Madhava of Sangamagrama (c. 1340 – c. 1425), was an Indian mathematician-astronomer from the town of Sangamagrama. His writings were later transmitted to Europe via Jesuit missionaries and traders who were active around the ancient port of Muziris at the time. As a result, it had an influence on later European developments in analysis and calculus.His birth place Sangamagrama is present-day Irinjalakuda near Thrissur, Kerala, India.
He was the first to use infinite series approximations for a range of trigonometric functions, which has been called the “decisive step onward from the finite procedures of ancient mathematics to treat their limit-passage to infinity“.

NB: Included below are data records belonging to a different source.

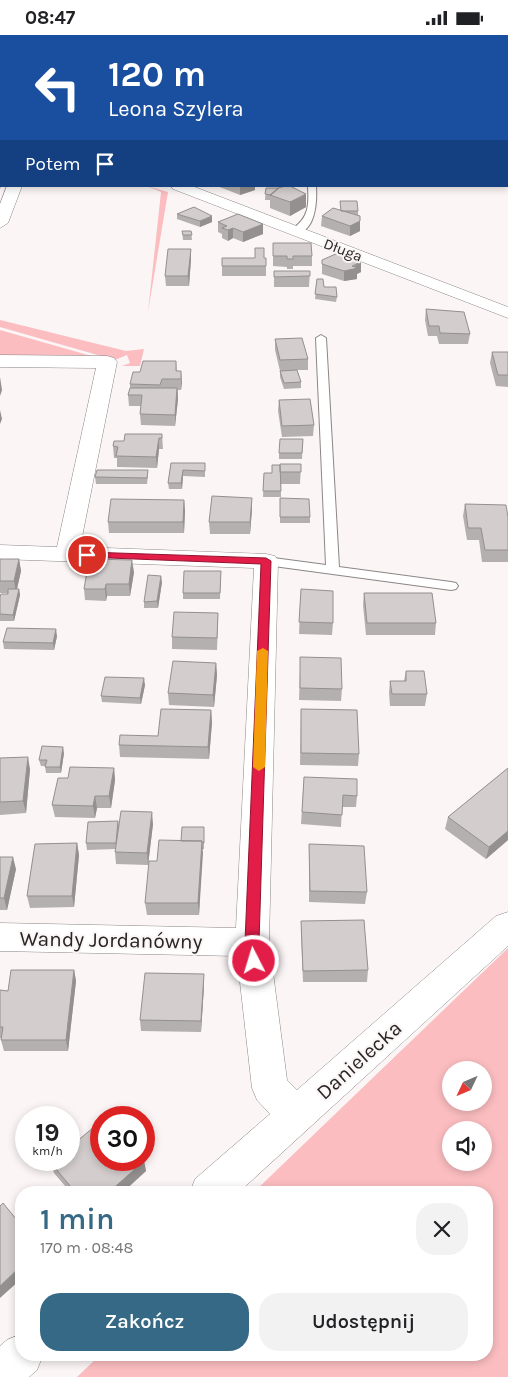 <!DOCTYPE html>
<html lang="pl">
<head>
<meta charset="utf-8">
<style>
  :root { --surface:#fff; --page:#f2f2f2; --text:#202124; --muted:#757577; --accent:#356985 }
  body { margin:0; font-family:Karla,sans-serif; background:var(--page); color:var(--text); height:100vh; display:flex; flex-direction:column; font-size:19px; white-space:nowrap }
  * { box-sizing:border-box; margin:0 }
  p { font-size:16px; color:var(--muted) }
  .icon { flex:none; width:28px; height:28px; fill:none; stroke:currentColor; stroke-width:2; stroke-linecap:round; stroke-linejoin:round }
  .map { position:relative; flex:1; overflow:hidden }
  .sheet { position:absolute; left:15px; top:1151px; width:478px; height:175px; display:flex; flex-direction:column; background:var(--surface); border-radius:20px; box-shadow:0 2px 8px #0003 }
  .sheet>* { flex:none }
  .banner { position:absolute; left:0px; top:0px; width:509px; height:152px; box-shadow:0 2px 8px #0003; background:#1a4fa0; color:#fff; overflow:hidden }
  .needle { width:32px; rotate:226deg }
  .fabs { position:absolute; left:442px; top:1026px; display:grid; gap:10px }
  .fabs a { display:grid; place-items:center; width:50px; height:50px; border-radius:50%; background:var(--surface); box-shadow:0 2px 8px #0003; font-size:25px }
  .speed { position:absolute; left:15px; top:1071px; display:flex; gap:10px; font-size:25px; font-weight:700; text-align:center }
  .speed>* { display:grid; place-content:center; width:65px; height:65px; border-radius:50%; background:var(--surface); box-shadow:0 2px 8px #0003; line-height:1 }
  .speed small { font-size:12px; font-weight:400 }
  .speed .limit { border:8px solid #d22; background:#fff; color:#111 }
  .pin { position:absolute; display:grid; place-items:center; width:42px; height:42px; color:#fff; margin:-21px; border:2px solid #fff; border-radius:50%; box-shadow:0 1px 5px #0007 }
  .me { position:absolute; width:55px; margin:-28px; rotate:355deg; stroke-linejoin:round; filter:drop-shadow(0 0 4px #0008) }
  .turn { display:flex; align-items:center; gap:18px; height:105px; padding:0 25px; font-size:22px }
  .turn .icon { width:65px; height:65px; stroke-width:2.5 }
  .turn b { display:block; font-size:35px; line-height:42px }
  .then { display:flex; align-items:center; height:48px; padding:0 25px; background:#0003; gap:10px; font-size:19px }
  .round { display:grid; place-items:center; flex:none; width:52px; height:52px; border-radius:20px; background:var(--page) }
  .headline { display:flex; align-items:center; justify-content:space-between; height:85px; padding:0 25px }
  h1 { font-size:30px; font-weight:600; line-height:38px; color:var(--accent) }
  .button { display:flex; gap:10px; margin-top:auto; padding:10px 25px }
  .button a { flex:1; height:58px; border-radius:20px; background:var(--accent); color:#fff; font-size:20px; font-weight:600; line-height:58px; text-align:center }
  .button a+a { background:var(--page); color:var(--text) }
  .status { display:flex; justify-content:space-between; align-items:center; height:35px; padding:0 25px; background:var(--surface); direction:ltr }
  .status svg { height:14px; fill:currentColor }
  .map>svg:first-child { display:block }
  .green { fill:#fbbdc0; fill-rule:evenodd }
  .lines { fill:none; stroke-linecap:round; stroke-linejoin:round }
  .service-casing { stroke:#8c8686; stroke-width:2 }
  .minor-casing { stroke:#8c8686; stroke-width:1 }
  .tertiary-casing { stroke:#8c8686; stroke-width:1 }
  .service { fill:#fff; fill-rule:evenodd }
  .minor { fill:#fff; fill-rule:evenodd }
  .tertiary { fill:#fff; fill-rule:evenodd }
  .wall { fill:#b5b0b0 }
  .shaded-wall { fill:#949090 }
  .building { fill:#d3cdcd; stroke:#949090 }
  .route { fill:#e11d48; stroke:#92132f }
  .slow { fill:#f59e0b }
  .labels { text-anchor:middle; stroke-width:4; stroke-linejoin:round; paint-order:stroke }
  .far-street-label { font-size:15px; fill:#272525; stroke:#fbf5f5 }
  .near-street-label { font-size:21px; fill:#272525; stroke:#fbf5f5 }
</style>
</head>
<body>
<div class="status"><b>08:47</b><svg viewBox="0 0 49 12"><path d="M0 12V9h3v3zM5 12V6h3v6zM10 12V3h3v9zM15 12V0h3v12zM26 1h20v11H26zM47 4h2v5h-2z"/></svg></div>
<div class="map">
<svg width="508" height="1342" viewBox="0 0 508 1342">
  <rect width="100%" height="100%" fill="#fbf5f5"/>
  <!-- green -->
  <path class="green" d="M147,151L168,157L148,277L161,157Z
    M0,285L126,316L144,314L140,331H122L130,328L127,320L115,325L0,292Z
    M0,295L95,322H0Z
    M508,913V1342H77L100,1320H486V1158L254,1157ZM451,1035H484V1068H451ZM451,1095H484V1128H451Z"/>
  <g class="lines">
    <defs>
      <path id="service" d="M204,0H210V1H204Z
        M0,8H1V12H0Z
        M308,151H316C317,166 316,201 292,198V194C309,183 309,170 308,151Z
        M321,300L326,303L339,532L451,547L456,548L458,551L456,554L451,555L266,530L259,526L266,522L326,530L316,303Z"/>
      <path id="minor" d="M137,0H149V1H137Z
        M491,0H503L504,1H492Z
        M7,151H22L8,188L0,193V169Z
        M0,320L107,321L114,323L117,327L80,512L266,519L275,521L278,526L269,907L287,1045L297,1055L496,881L508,877V911L238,1158H190L195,1144L270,1079L257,1065L252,1053L237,921L0,916V888L236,893L254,533L0,524V510L57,512L96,333L0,332Z
        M21,1299V1320H43L37,1335L29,1342H0V1311L7,1305Z"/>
      <path id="tertiary" d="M0,80H1V88H0Z
        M171,151H192L508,272V283L173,154Z"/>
    </defs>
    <!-- service casing -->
    <use href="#service" class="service-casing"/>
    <!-- minor casing -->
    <use href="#minor" class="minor-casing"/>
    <!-- tertiary casing -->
    <use href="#tertiary" class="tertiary-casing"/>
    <!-- service -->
    <use href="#service" class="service"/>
    <!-- minor -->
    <use href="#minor" class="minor"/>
    <!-- tertiary -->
    <use href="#tertiary" class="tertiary"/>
  </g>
  <!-- wall -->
  <path class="wall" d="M266,0H287V1H266Z
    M217,151H255V155L240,160Z
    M266,153L306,172L290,181L270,173V165H265Z
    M340,166L358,176V181L360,186V196L350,201L321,191L322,181L341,176Z
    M177,179L212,187L200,192L177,184Z
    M218,187L263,199L243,207L233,203L228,206L222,203V199L218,197Z
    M182,196H191L192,205H183Z
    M273,208L312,221V231H293V234H287V232L273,231Z
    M191,214V224L189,251H166L165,241Z
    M222,223H266V241H222Z
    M322,225L361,237L357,239V244L344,246L322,239Z
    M274,236H310L309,252H274Z
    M317,244L324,252L337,262L336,267L315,264Z
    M426,274L470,299L468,309H439L437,301H428L425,285Z
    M275,304L308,324V335H297L301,347V353L284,354L280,342V336L275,315Z
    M492,317H508V352L496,351L490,328Z
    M176,326L177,336L182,347L181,355H178V364L175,391L141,390L140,379L141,371H129L128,360L130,353V349L140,337Z
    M279,365L314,390L313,401L282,402L278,376Z
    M162,399L163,414H159L157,433L117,432V423H114L113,411L124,406Z
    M303,404L302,424H279V418Z
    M171,428H205V442L183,441L182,454H169L168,448Z
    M301,429L300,449H281V462H263L264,438H272Z
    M148,441L147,449H96L95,442Z
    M280,463L310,482V488H280Z
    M184,465L185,476L184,498H109L108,487Z
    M465,469L508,482V527H482L479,505H467L463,481Z
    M252,474L250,499H210L209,487Z
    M0,524H19L21,536L17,554H19L20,560L14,586H0V562L8,558H0Z
    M221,536L220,564H183V558Z
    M134,537L130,561H107L106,566L85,565L84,554Z
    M162,547L158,573H144V567Z
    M301,554L333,588L332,600L299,599Z
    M364,558L436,588L435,600H366L363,570Z
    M218,578V590L217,615L172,614V602Z
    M57,601L54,615L4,614L3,607Z
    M216,628L217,640L214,672L169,670L168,658Z
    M300,634L342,654L341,666L299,665Z
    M406,636L427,659L425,671H390L389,658L390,646H404Z
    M145,650L141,669L102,667L101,661Z
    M301,674L359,719L358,731L300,730Z
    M211,675L212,687L209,724L120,722L119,710L158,701Z
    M64,718L61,738H46L45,731H41L39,725Z
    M0,723L30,734L26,778L0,780Z
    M114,733L115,745L111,773H97L95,783L55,782L52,770L68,743Z
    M508,733V805L486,824L445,794L448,782Z
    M304,742L357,761L356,772H342L341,792L301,789Z
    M118,786L119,790L153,789L148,830L116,829L115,817V814L87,815L86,808Z
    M204,798V814H202L199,880H147L145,868L157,826L181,806Z
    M77,808L79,820L74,872L30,873L27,861Z
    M309,809L367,857L365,869L309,867Z
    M0,822L16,834L7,875H0Z
    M301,886L368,935L367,947H303L301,898Z
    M74,935L76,946L68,1016H4L1,1005V1003H0V955L8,956Z
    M204,951L201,997L141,996L140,985Z
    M144,1126L146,1136L122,1158H71L54,1138L51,1128Z"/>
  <!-- shaded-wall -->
  <path class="shaded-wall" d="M1,45V56L0,58V47Z
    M1,138V151L0,154V141Z
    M240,151H255V155L240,160Z
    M306,159V172L290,181V167Z
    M212,181V187L200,192V186Z
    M360,186V196L350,201V191Z
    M263,189V199L243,207V197Z
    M233,193V203L228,206V195Z
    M191,214V224L189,251L188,241Z
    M361,227V237L357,239V244L344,246V236Z
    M181,336L182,347L181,355Z
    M0,342L2,355L0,361Z
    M177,353L178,364L175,391V380Z
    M0,375L2,384L0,389Z
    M159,403V414L157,433L156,422Z
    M183,435V441L182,454L181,448Z
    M252,463V474L250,499V487Z
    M184,465L185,476L184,498L183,487Z
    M19,524L21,536L16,558L14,546Z
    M132,525L134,537L130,561L129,549Z
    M161,541L162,547L158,573L157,566Z
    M106,549L107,561L106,566L105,554Z
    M19,554L20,560L14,586L13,580Z
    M56,594L57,601L54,615L53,608Z
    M216,628L217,640L214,672L213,660Z
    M144,643L145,650L141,669L140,663Z
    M211,675L212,687L209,724L208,712Z
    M63,712L64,718L61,738L60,732Z
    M28,722L30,734L26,778L23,766Z
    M114,733L115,745L111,773L109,761Z
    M95,761L97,773L95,783L93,771Z
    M152,777L153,789L148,830L147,818Z
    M508,796V805L486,824L489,812Z
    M202,806L203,818L199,880L198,868Z
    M77,808L79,820L74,872L72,861Z
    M13,822L16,834L7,875L4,863Z
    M74,935L76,946L68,1016L66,1005Z
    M204,939V951L201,997V986Z
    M144,1126L146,1136L122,1158H108Z
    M21,1231V1244L0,1263V1251Z"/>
  <!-- building -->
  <path class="building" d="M14,0H29L30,1H14Z
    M90,0H112V1H89Z
    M159,0H184V1H158Z
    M218,0H247V1H218Z
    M458,0H481L482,1H459Z
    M0,36H1V45L0,47Z
    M0,101H1V122H0Z
    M0,130H1V138L0,141Z
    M286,151H290L306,159L290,167L270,160L278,153Z
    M266,153H279L271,160L265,159Z
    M340,166H357L358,176H341Z
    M194,172L212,181L200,186L177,179Z
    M333,173L360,181V186L350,191L322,181Z
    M238,179L263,189L243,197L233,193L228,195L222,193L227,191L218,187Z
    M182,196H191L192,200H183Z
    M273,208H311L312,221H293V224H287V221H273Z
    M255,213H264V223H266V231H222V223H255Z
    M168,214H191L188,241H165Z
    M338,218L361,227L352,231L358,233L344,236L322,229V225Z
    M274,236H310V241L274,242Z
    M317,244H323L324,252H336L337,262L315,259Z
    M426,274L464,277L470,299L440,298L439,291H429Z
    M302,303L308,324L280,325L275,304Z
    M492,317H508V340H498Z
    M143,326H176V336H181V344H162L160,350L130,349L133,337H140Z
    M297,335L301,347L284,348L280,336Z
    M130,353H177L175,380L140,379L142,360H128Z
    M310,364L314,390L282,391L279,365Z
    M125,399H162V403H159L156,422L116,421L118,412L113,411L114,406H124Z
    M280,404H303L302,418H279Z
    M171,428H205V436L183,435L181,448H168Z
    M280,429H301V437H280Z
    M272,430H280L281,456H263L264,438H272Z
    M97,435H148L147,443L95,442Z
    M212,461L252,463L250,487H209Z
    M280,463L309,464L310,482H280Z
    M111,464L184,465L183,487H108Z
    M465,469L506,470L508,482V515H485L481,493H468Z
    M0,524H19L14,546H0Z
    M89,524L132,525L129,549H106L105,554H84Z
    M184,536H221L220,558H183Z
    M148,540L161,541L157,566L144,567Z
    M8,554H19L13,580L0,579V562L1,559H8Z
    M301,554L333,556V588L299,587Z
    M364,558H432L436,588H367Z
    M174,577L218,578L217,603L172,602Z
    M7,593L56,594L53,608L3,607Z
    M300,622L341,623L342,654L300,653Z
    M173,626L216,628L213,660L168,658Z
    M406,636H424L427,659H392L390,646H406Z
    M105,642L144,643L140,663L101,661Z
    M161,674L211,675L208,712L119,710L120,700L158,701Z
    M301,674L357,675L359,719L301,718Z
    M42,711L63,712L60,732H45L47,725H39Z
    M28,722L23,766L0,767V723Z
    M70,732L114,733L109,761H95L93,771L52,770L58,743H68Z
    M508,733V796L489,812L448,782Z
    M304,742L357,744V761L343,760L342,780L302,777Z
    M121,776L152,777L147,818L115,817Z
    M118,786L116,808H86L88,787Z
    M182,792H204V808H202V806H181Z
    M159,805L202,806L198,868H145L149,826H157Z
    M77,808L72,861H27L35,809Z
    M309,809L364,811L367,857L310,856Z
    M0,822H13L4,863H0Z
    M364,885L368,935L303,936L301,886Z
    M11,935H74L66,1005H1L3,992H0V955L8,956Z
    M145,938L204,939L201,986L140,985Z
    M101,1086V1125H143L144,1126L108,1158H76L51,1128L54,1125H69V1113Z
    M3,1168L21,1190V1231L0,1251V1171Z"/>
  <!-- route -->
  <path class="route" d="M87,517L266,523L271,526L259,907L261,926L259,930L254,932L249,930L245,907L261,529L84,522V518Z"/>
  <!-- slow -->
  <path class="slow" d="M263,613L268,616L265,732L259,736L253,732L257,616Z"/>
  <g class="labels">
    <!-- far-street labels -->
    <g class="far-street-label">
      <text transform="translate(343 215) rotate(21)" y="5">Długa</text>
    </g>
    <!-- near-street labels -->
    <g class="near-street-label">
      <text transform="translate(111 905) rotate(1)" y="7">Wandy Jordanówny</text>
      <text transform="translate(359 1025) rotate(-42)" y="7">Danielecka</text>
    </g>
  </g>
</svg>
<div class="fabs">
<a><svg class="needle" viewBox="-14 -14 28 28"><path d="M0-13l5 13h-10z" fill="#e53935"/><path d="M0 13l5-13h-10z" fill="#757577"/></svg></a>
<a><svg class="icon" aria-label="sound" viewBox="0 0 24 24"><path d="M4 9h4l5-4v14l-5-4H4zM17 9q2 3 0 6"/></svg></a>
</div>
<div class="speed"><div>19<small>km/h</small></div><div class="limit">30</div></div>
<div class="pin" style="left:87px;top:520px;background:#d93025"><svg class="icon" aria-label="arrive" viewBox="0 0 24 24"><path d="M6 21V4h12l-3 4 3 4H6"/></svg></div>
<svg class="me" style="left:254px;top:926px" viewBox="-20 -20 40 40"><circle r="17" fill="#e11d48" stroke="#fff" stroke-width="3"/><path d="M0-11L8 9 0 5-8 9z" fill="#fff"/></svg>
<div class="banner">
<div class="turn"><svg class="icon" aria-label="left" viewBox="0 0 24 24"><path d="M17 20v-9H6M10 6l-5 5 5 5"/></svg><div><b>120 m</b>Leona Szylera</div></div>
<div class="then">Potem<svg class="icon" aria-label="arrive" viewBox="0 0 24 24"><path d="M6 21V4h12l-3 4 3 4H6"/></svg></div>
</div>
<section class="sheet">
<div class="headline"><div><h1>1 min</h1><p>170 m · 08:48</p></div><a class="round"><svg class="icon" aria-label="close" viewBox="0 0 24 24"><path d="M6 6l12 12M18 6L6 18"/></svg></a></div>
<div class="button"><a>Zakończ</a><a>Udostępnij</a></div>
</section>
</div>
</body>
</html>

One of the greatest mathematician-astronomers of the Middle Ages, Madhava made pioneering contributions to the study of infinite series, calculus, trigonometry, geometry, and algebra.
Madhava was born as Irińńaŗappiļļy or Iriññinavaļļi Mādhava . He had written that his house name was related to the Vihar where a plant called “bakuļam” was planted. Bakuļam was locally known as “iraňňi”.
Irinjalakuda was once known as ‘Irińńāţikuţal’. Sangamagrāmam (lit. sangamam = union, grāmam = village) is a rough translation to Sanskrit from Dravidian word ‘Irińńāţikuţal’, which means ‘iru (two) ańńāţi (market) kǖţal (union)’ or the union of two markets.
Madhava provided the creative impulse for the development of a rich mathematical tradition in medieval Kerala. However, most of Madhava’s original work (except a couple of them) is lost. He is referred to in the work of subsequent Kerala mathematicians, particularly in Nilakantha Somayaji’s Tantrasangraha (c. 1500), as the source for several infinite series expansions, including sinθ and arctanθ.
The 16th-century text Mahajyānayana prakāra cites Madhava as the source for several series derivations for π. In Jyeṣṭhadeva’s Yuktibhāṣā (c. 1530), written in Malayalam, these series are presented with proofs in terms of the Taylor series expansions for polynomials like 1/(1+x2), with x = tanθ, etc.
As per the old Indian tradition of starting off new chapters with elementary content, the first four chapters of the Yuktibhasa contain elementary mathematics, such as division, proof of Pythagorean theorem, square root determination, etc.
The radical ideas are not discussed until the sixth chapter on circumference of a circle. Yuktibhasa contains the derivation and proof of the power series for inverse tangent, discovered by Madhava.
In the text, Jyesthadeva describes Madhava’s series in the following manner:
“The first term is the product of the given sine and radius of the desired arc divided by the cosine of the arc. The succeeding terms are obtained by a process of iteration when the first term is repeatedly multiplied by the square of the sine and divided by the square of the cosine. All the terms are then divided by the odd numbers 1, 3, 5, …. The arc is obtained by adding and subtracting respectively the terms of odd rank and those of even rank. It is laid down that the sine of the arc or that of its complement whichever is the smaller should be taken here as the given sine. Otherwise the terms obtained by this above iteration will not tend to the vanishing magnitude.”
This is wrongly attributed to James Gregory, who discovered it three centuries after Madhava.
Madhava laid the foundations for the development of calculus, which were further developed by his successors at the Kerala school of astronomy and mathematics.
(It should be noted that certain ideas of calculus were known to earlier mathematicians.) Madhava also extended some results found in earlier works, including those of Bhāskara II.
Madhava developed some components of calculus such as differentiation, term-by-term integration, iterative methods for solutions of non-linear equations, and the theory that the area under a curve is its integral.